Machine-learned approximations to Density Functional Theory Hamiltonians

TL;DR

This paper introduces a machine learning approach to rapidly and accurately predict DFT Hamiltonians, significantly reducing computational costs in electronic structure calculations while maintaining high accuracy and transferability across materials.

Contribution

The authors develop a machine learning method using Kernel Ridge Regression to predict DFT Hamiltonians, enabling automated, scalable, and transferable electronic structure predictions.

Findings

Predicted Hamiltonians yield electronic spectra close to DFT results

Method is basis-independent and applicable to various materials

Achieves high accuracy with reduced computational effort

Abstract

Large scale Density Functional Theory (DFT) based electronic structure calculations are highly time consuming and scale poorly with system size.
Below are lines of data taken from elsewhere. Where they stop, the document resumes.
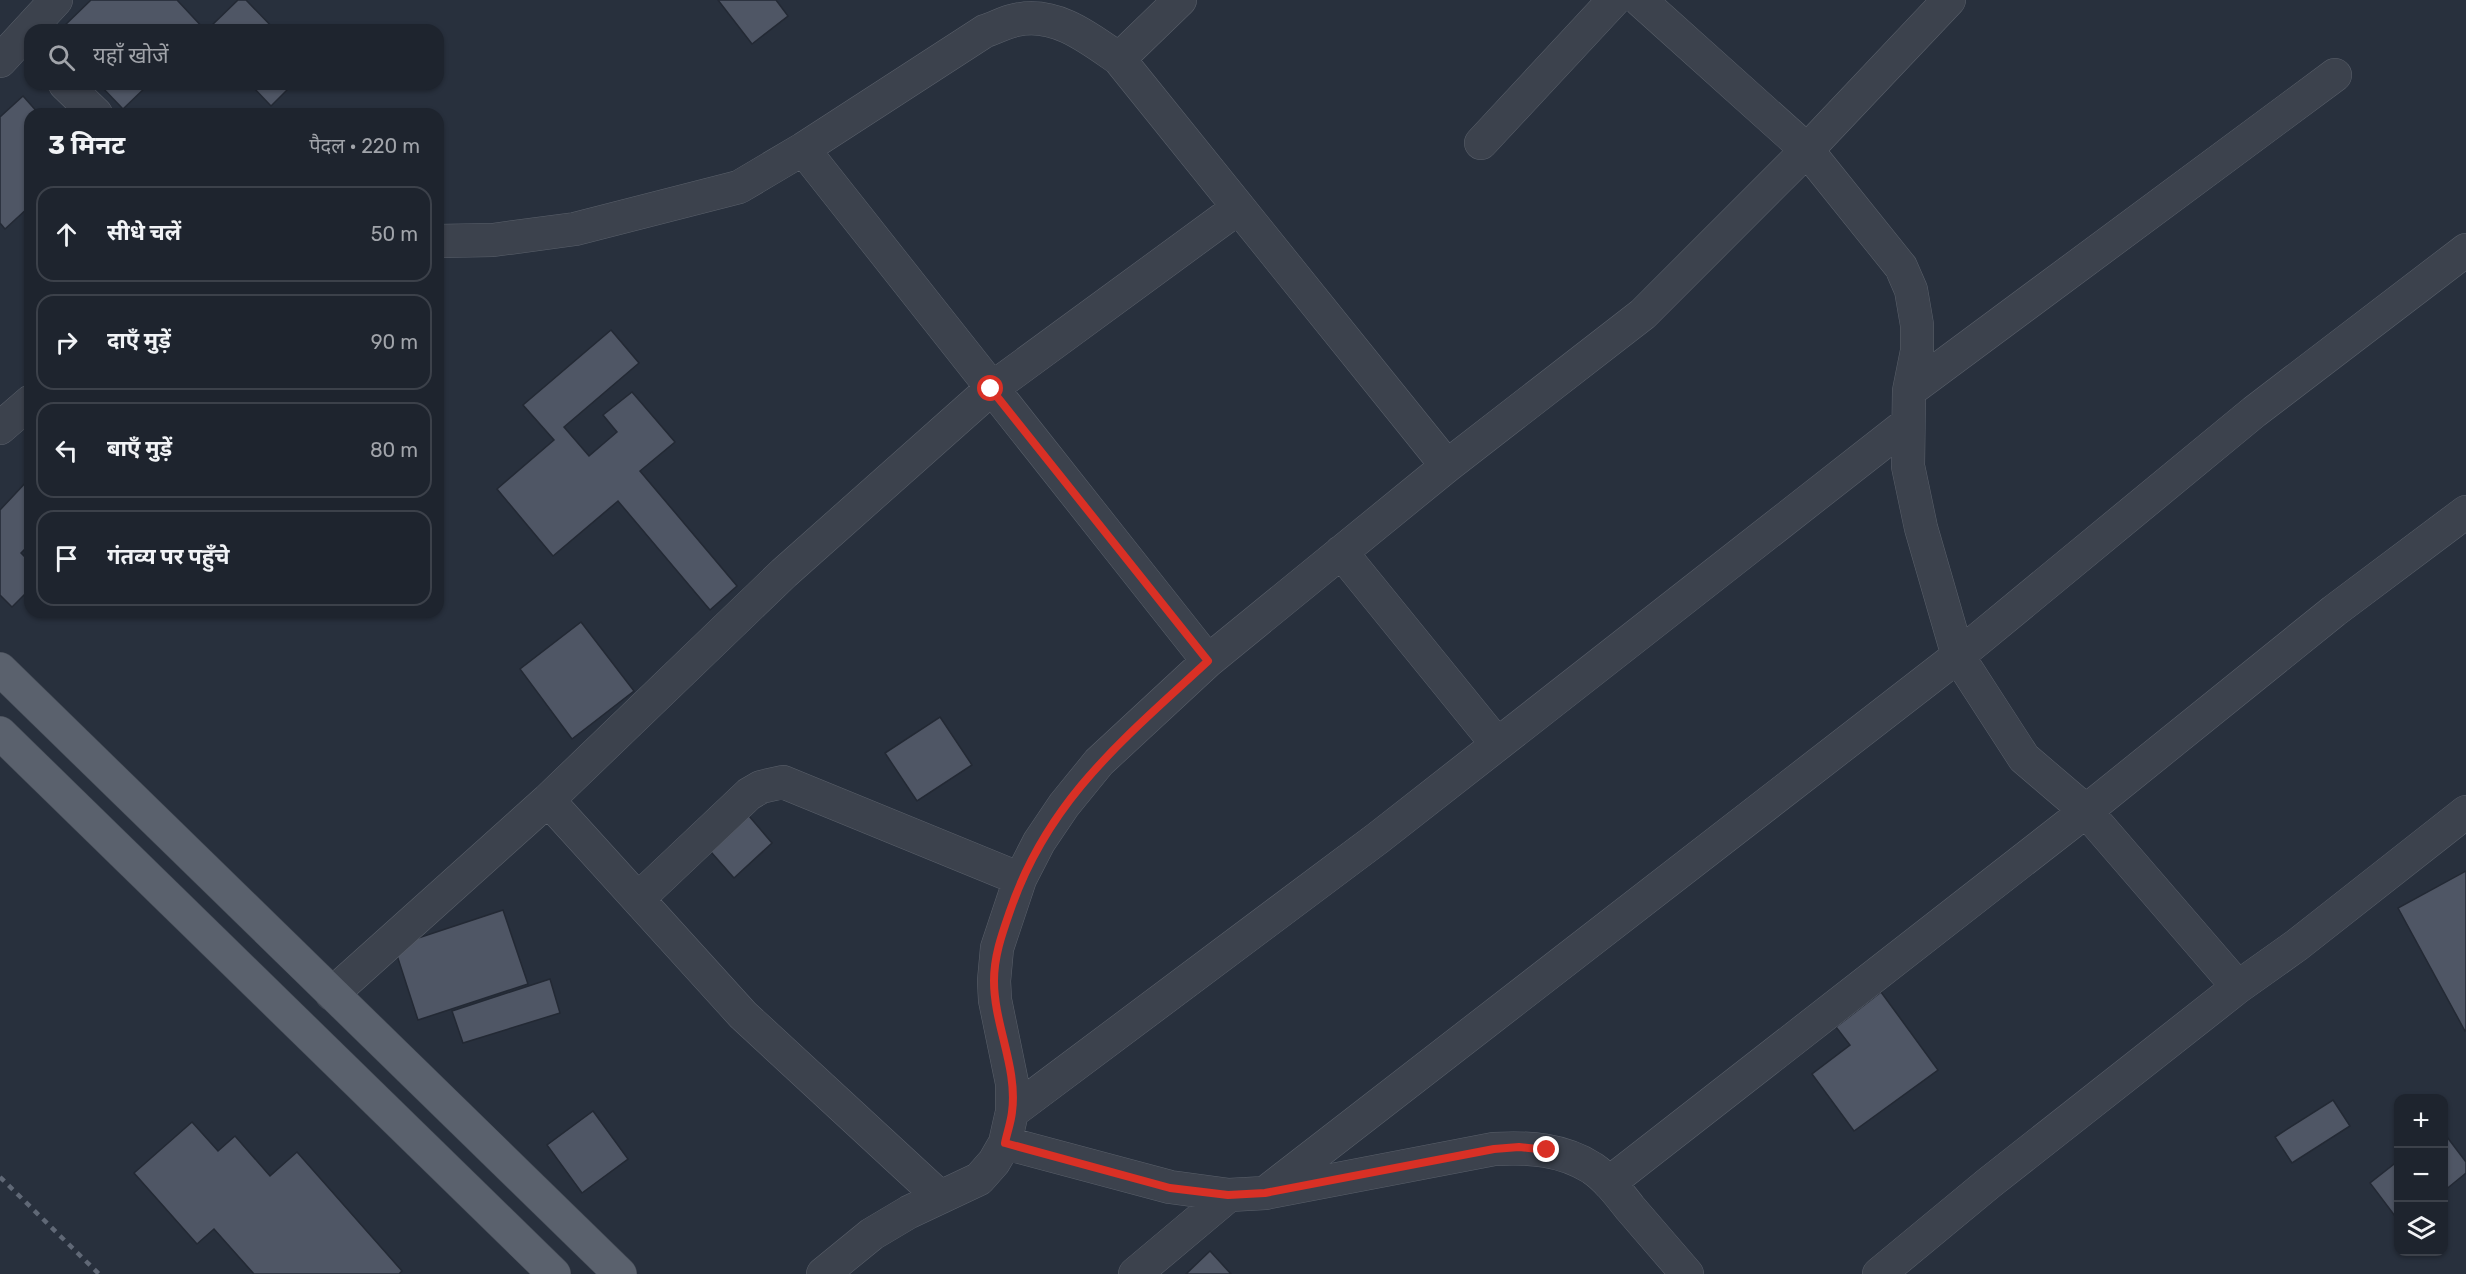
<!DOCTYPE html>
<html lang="hi">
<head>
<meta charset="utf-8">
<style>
	body { margin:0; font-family:Rubik,"Noto Sans Devanagari",sans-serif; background:#262c36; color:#f1f3f6 }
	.controls { position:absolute; right:18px; bottom:18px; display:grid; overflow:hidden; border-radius:12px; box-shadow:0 2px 4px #0004 }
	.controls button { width:54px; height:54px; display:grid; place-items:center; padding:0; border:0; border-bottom:2px solid #3c414a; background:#1e242e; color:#f1f3f6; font:30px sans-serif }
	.stop { position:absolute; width:18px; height:18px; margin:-14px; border:4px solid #d93025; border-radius:50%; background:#fff }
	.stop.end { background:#d93025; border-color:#fff; box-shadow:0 2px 6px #0008 }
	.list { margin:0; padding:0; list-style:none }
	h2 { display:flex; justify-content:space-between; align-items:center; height:78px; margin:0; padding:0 24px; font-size:26px }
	h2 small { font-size:20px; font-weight:400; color:#a1a4aa }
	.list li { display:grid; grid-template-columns:39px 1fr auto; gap:18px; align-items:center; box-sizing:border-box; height:96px; margin:0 12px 12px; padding:0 12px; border:2px solid #3c414a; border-radius:18px }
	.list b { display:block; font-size:22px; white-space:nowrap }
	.list em { font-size:20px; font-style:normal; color:#a1a4aa }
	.icon { flex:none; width:33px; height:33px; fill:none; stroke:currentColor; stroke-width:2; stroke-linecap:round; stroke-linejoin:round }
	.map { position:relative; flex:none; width:2466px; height:1274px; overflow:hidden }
	.search { position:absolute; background:#1e242e; box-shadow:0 2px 4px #0004; left:24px; top:24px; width:420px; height:66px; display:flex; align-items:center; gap:15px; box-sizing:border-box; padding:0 21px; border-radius:18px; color:#a1a4aa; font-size:22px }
	.panel { position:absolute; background:#1e242e; box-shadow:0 2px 4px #0004; left:24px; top:108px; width:420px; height:510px; border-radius:18px }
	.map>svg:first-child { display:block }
	.building { fill:#4f5665; stroke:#232934; stroke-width:1.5 }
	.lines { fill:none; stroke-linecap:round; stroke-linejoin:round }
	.minor-casing { stroke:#5a606b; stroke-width:34 }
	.major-casing { stroke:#454b56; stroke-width:34 }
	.minor { stroke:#3c424d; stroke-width:33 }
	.major { stroke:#5a616d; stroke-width:33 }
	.rail { stroke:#606876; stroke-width:4.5; stroke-dasharray:6 6; stroke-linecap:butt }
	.route { stroke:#d93025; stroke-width:8 }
</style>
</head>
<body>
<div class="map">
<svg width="2466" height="1274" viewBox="0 0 2466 1274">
	<rect width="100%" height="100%" fill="#28303d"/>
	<!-- building -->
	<path class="building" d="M91,0H177L205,30H60Z
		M238,0H246L275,30H207Z
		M718,0H776L788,16L752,44Z
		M99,84H149L123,109Z
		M250,84H293L271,106Z
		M23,96L39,114H30V206L5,229L0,223V117Z
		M611,330L639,363L564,427L589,456L617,432L603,415L632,392L675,442L640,471L737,586L710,610L618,501L553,556L497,489L554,440L523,405Z
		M30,478V544L21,553L30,562V589L12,607L0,595V510Z
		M581,622L634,691L572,739L520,669Z
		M940,717L972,765L917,801L885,753Z
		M743,809L772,843L734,878L704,844Z
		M2466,871V1030L2465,1031L2398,908Z
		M503,910L528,984L418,1020L394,946Z
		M550,979L560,1013L463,1043L452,1011Z
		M1881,992L1938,1070L1854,1131L1812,1074L1850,1045L1836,1027Z
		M2333,1100L2350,1126L2292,1163L2275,1137Z
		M593,1111L628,1159L582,1193L547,1145Z
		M192,1122L218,1151L235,1136L270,1176L297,1152L402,1271L399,1274H254L214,1229L197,1244L134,1173Z
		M2444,1133L2466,1162V1173L2444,1191Z
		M2398,1161V1220L2370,1183Z
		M1210,1251L1231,1274H1186Z"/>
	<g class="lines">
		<defs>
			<path id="minor" d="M1640,0L1807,150L1901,267L1911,290L1917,325V351L1909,391L1908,466L1921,528L1958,656L2024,758L2086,811L2238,987
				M1119,59L1180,0
				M0,61L56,0
				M65,84L96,114
				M1481,143L1614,0
				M803,149L1208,661
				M438,241L493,240L575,229L739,187L803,149L985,31C995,28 1005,22 1016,20C1055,11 1089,38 1119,59L1447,466
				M1909,391L2335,75
				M0,428L30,402
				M1341,552L1497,744
				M548,800L743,1015L940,1197
				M638,899L749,794L761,787L783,782L1020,879
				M332,994L548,800L784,573L991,389L1238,208
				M1012,1112L1378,838L1908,423
				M1005,1143L1170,1187L1229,1195L1265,1193L1494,1149C1529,1147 1562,1149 1592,1168C1607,1178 1619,1194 1630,1208C1649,1230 1668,1252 1687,1274
				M1609,1183L2086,811L2334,611L2466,512
				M1265,1193L1958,656L2254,412L2466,250
				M823,1274L872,1234L909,1212L979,1179L994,1162L1005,1143L1012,1112V1083L995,1000L994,981L997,948L1020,879L1039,842L1064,805L1099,762L1208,661L1447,466L1643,314L1807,150L1949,0
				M1135,1274L1229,1195
				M1879,1274L1989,1183L2238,987L2297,945L2466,812"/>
			<path id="major" d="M0,669L620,1274
				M0,733L554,1274"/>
		</defs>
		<!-- minor casing -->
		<use href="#minor" class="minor-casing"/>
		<!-- major casing -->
		<use href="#major" class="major-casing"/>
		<!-- minor -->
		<use href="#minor" class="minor"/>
		<!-- major -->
		<use href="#major" class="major"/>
		<!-- rail -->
		<path class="rail" d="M0,1177L99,1274"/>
	</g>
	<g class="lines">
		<!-- route -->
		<path class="route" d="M991,389L1208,661C1125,738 1048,799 1010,911C1002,934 994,956 994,981C994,1025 1018,1068 1012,1112C1011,1122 1007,1133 1005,1143L1170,1188L1228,1195L1265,1193L1494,1149L1519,1147L1547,1150"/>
	</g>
</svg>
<div class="controls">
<button>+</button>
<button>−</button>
<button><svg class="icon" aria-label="layers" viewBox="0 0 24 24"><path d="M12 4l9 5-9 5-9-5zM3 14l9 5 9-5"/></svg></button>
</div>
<div class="stop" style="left:991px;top:389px"></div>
<div class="stop end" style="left:1547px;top:1150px"></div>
<div class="search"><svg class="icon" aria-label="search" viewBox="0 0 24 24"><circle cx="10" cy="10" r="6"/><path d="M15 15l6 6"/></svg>यहाँ खोजें</div>
<section class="panel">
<h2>3 मिनट<small>पैदल · 220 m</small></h2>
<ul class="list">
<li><svg class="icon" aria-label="ahead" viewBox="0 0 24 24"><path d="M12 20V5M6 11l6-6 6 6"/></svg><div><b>सीधे चलें</b></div><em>50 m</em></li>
<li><svg class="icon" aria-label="right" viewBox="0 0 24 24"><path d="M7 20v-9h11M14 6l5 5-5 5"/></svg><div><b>दाएँ मुड़ें</b></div><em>90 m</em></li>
<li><svg class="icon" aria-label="left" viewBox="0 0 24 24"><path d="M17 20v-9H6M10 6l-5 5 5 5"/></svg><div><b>बाएँ मुड़ें</b></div><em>80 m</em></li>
<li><svg class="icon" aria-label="arrive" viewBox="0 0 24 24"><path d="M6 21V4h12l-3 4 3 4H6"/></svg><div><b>गंतव्य पर पहुँचे</b></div></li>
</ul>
</section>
</div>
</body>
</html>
While semi-empirical approximations to DFT result in a reduction in computational time versus ab initio DFT, creating such approximations involves significant manual intervention and is highly inefficient for high-throughput electronic structure screening calculations. In this letter, we propose the use of machine-learning for fast and accurate prediction of DFT Hamiltonians. Using suitable representations of atomic neighborhoods and Kernel Ridge Regression, we show that an accurate and transferable prediction of DFT Hamiltonians for a variety of material environments can be achieved. Electronic transmission spectra computed using predicted Hamiltonians compare accurately with their DFT counterparts. The method is independent of the specifics of the DFT basis or material system used and can easily be automated and scaled for predicting Hamiltonians of any material system of interest.